Selbst wenn das Stillen an sich kein Problem darstellt, kommt der enorme Kraftaufwand hinzu, das Kind zu jeder Tages- und Nachtzeit in unterschiedlich kurzen Intervallen stillen und sich gleichzeitig körperlich von den Strapazen der Schwangerschaft und der Geburt erholen zu müssen. Einem wenige Tage- oder auch Monate alten Säugling alle halbe, jede Stunde oder alle zwei Stunden die Brust geben zu müssen, geht mit großem Schlafmangel und dementsprechend auch mit einer krassen Erschöpfung einher. All das geht einer frischgebackenen Mutter auf lange Sicht im wahrsten Sinne des Wortes an die Substanz – körperlich und psychisch.
Wenn es mit dem Stillen nicht funktioniert, macht man sich als Mutter sehr schnell Vorwürfe. Sucht den Fehler bei sich, versucht Mittel und Wege zu finden, um den Milcheinschuss und die Milchmenge zu steigern (von Hausmitteln wie Malzbier und Boxhornkleesamen bis hin zu Milchpumpen und regelmäßigem Ausstreichen) und quält sich wochen- oder monatelang, nur um ein Ideal zu erfüllen, dass es leider nicht gibt.
Diese Realität lässt sich nur selten mit dem Ideal und der Vorstellung des Stillens vereinbaren und wird leider viel zu selten in den verschiedenen Medien gezeigt.

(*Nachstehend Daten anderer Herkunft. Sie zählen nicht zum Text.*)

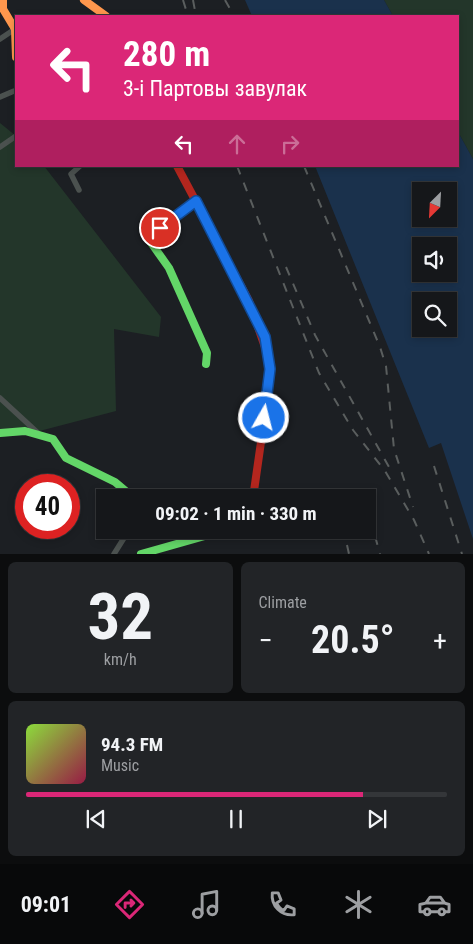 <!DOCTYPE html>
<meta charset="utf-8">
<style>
body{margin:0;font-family:"Roboto Condensed",sans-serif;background:#222427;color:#f1f3f6;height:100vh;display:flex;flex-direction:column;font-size:19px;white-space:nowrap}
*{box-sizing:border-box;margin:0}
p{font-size:16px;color:#9d9fa2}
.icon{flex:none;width:28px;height:28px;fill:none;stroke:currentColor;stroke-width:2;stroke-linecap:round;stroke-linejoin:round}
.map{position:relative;height:554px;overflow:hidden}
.drawer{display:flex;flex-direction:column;gap:8px;padding:8px;background:#0c0d0e;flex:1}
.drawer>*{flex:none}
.banner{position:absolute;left:15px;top:15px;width:444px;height:152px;border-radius:0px;box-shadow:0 2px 8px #0003,0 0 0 1px #343639;background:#db2777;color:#fff;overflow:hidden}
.needle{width:32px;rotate:204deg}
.fabs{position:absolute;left:412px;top:182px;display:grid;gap:10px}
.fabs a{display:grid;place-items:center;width:45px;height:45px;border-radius:0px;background:#15171a;box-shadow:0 2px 8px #0003,0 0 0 1px #343639;font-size:25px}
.speed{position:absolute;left:15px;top:474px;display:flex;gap:10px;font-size:25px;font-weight:700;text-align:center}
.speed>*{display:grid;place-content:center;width:65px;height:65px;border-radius:50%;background:#15171a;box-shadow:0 2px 8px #0003,0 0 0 1px #343639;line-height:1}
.speed .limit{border:8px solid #d22;background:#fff;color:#111}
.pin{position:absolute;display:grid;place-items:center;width:42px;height:42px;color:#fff;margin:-21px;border:2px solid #fff;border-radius:50%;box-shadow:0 1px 5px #0007}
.me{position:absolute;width:55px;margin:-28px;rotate:8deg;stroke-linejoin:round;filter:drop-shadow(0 0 4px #0008)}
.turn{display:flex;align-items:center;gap:18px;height:105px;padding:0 25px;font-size:22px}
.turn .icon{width:65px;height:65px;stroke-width:2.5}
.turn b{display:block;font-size:35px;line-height:42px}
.lanes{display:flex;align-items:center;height:48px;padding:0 25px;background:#0003;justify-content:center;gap:25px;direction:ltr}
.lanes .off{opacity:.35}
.big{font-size:38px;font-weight:700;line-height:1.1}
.drawer .tile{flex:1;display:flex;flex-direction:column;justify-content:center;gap:8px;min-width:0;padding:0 18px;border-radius:8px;background:#222427}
.drawer .dial{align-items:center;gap:0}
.dial b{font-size:65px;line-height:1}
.song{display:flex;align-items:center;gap:15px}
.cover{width:60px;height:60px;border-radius:8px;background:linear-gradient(135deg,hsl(90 70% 55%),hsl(340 70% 35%))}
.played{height:5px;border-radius:2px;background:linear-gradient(90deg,#db2777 80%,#343639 80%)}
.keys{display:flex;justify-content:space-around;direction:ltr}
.heat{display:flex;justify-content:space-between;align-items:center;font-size:28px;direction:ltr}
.drawer .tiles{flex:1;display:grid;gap:8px;grid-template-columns:1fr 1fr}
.tile:last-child{grid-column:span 2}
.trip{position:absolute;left:96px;top:489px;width:280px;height:50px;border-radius:0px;background:#15171a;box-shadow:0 2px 8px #0003,0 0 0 1px #343639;font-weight:700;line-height:50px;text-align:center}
.dock{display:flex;height:80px;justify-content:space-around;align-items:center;background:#08090a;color:#9d9fa2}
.dock .icon{width:35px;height:35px}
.dock .current{color:#db2777}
.dock b{font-size:22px;color:#f1f3f6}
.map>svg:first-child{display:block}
.green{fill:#23362a}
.water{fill:#1a314c;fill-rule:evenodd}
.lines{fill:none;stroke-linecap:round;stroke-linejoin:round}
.street{stroke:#4b514f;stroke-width:5.5}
.fast{stroke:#63d668;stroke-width:8}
.slow{stroke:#ff974d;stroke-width:8}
.jam{stroke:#b3261e;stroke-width:8}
.rail{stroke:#5a5e5e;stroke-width:2;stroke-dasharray:9 9;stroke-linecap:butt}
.route-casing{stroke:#114b97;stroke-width:12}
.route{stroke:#1a73e8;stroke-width:9}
</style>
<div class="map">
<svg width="473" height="554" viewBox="0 0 473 554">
<rect width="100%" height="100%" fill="#1c1f23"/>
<!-- green -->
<path class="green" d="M384,0H473V159L458,132V16H393Z
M0,123L16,136V166H44L161,317L159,337L114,329L116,411L28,434L0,437Z"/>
<!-- water -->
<path class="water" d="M245,0H384L393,16H252Z
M458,132L473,159V539L441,443L429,448L315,166H458ZM421,191H449V219H421ZM421,246H449V274H421ZM421,301H449V329H421Z"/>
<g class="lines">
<!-- street -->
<path class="street" d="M0,39L15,29
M0,97L14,91
M0,147L16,136
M79,190L71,174L80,166
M0,398L38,433
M114,554L129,530"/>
<!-- fast -->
<path class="fast" d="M196,201L147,237L169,268L207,353L206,364
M0,433L25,431L53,439L66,458L115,482L134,498
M141,554L226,530"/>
<!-- slow -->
<path class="slow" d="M3,0V9L15,29L16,57
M84,0L106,16"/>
<!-- jam -->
<path class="jam" d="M177,166L249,301L268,356L270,379L253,498"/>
<!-- rail -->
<path class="rail" d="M183,0L188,16
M193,0L196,16
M225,0L234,16
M237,166L319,373L353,430L385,471L414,520L429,554
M304,166L380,347L386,366L394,449L413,507
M286,267L315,335L389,467
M434,466L462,554
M375,536L380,554
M347,545L349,554"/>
</g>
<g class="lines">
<!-- route casing -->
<g class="route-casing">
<path id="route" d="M160,228L196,201L265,337L270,369L264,418"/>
</g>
<!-- route -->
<use href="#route" class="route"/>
</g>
</svg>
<div class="fabs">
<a><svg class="needle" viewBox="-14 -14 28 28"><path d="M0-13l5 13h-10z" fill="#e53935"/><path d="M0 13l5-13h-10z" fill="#9d9fa2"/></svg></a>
<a><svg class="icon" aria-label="sound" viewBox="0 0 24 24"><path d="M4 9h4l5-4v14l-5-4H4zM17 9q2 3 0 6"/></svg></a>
<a><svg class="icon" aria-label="search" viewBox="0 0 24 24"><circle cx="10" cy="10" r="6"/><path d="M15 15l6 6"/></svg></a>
</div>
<div class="speed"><div class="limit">40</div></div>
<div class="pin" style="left:160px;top:228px;background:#d93025"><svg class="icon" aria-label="arrive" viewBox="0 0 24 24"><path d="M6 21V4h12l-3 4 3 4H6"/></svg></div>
<svg class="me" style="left:264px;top:418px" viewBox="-20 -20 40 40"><circle r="17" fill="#1a73e8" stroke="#fff" stroke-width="3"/><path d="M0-11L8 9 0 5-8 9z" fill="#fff"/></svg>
<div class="trip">09:02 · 1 min · 330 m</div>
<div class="banner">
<div class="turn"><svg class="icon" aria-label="left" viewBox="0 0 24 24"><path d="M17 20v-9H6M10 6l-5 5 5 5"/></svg><div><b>280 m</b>3-і Партовы завулак</div></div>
<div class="lanes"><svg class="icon" aria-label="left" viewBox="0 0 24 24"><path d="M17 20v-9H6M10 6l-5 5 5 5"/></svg><svg class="icon off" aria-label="ahead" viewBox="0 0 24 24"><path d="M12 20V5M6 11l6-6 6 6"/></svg><svg class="icon off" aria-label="right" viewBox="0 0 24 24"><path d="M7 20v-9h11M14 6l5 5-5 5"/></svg></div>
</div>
</div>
<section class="drawer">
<div class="tiles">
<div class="tile dial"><b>32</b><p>km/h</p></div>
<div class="tile"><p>Climate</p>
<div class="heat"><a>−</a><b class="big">20.5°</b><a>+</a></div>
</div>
<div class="tile">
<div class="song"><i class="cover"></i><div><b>94.3 FM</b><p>Music</p></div></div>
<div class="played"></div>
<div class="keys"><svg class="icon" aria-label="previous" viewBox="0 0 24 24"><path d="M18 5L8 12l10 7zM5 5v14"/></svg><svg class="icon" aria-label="pause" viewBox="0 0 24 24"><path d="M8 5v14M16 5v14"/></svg><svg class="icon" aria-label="next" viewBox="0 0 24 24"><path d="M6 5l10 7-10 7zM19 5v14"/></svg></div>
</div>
</div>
</section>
<nav class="dock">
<b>09:01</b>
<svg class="icon current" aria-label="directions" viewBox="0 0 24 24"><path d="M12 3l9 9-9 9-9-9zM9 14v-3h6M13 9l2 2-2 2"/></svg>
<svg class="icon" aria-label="music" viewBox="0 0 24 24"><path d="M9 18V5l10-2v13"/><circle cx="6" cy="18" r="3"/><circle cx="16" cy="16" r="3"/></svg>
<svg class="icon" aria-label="phone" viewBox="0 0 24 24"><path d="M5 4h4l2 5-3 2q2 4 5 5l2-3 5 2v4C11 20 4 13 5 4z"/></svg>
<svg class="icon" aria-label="climate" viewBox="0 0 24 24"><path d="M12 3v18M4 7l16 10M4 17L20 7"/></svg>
<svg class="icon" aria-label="car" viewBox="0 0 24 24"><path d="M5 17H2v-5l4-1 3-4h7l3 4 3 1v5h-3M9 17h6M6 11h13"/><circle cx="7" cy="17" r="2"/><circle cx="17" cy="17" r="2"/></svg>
</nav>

Es wäre schön, wenn sich das ändern würde, denn das nähme den Müttern zumindest den Druck, diesem Ideal entsprechen zu müssen. Mal davon abgesehen, dass es ein wesentlich realistisches Bild zeichnen würde, was allen zugutekäme.
Und wie so oft fängt der Wandel bei der veränderten Darstellung in den Medien an. Deswegen versucht beim nächsten Mal, wenn ihr eine frischgebackene Mutter und das Stillen darstellt, nicht nur das idealisierte Bild zu zeichnen, sondern das realistische.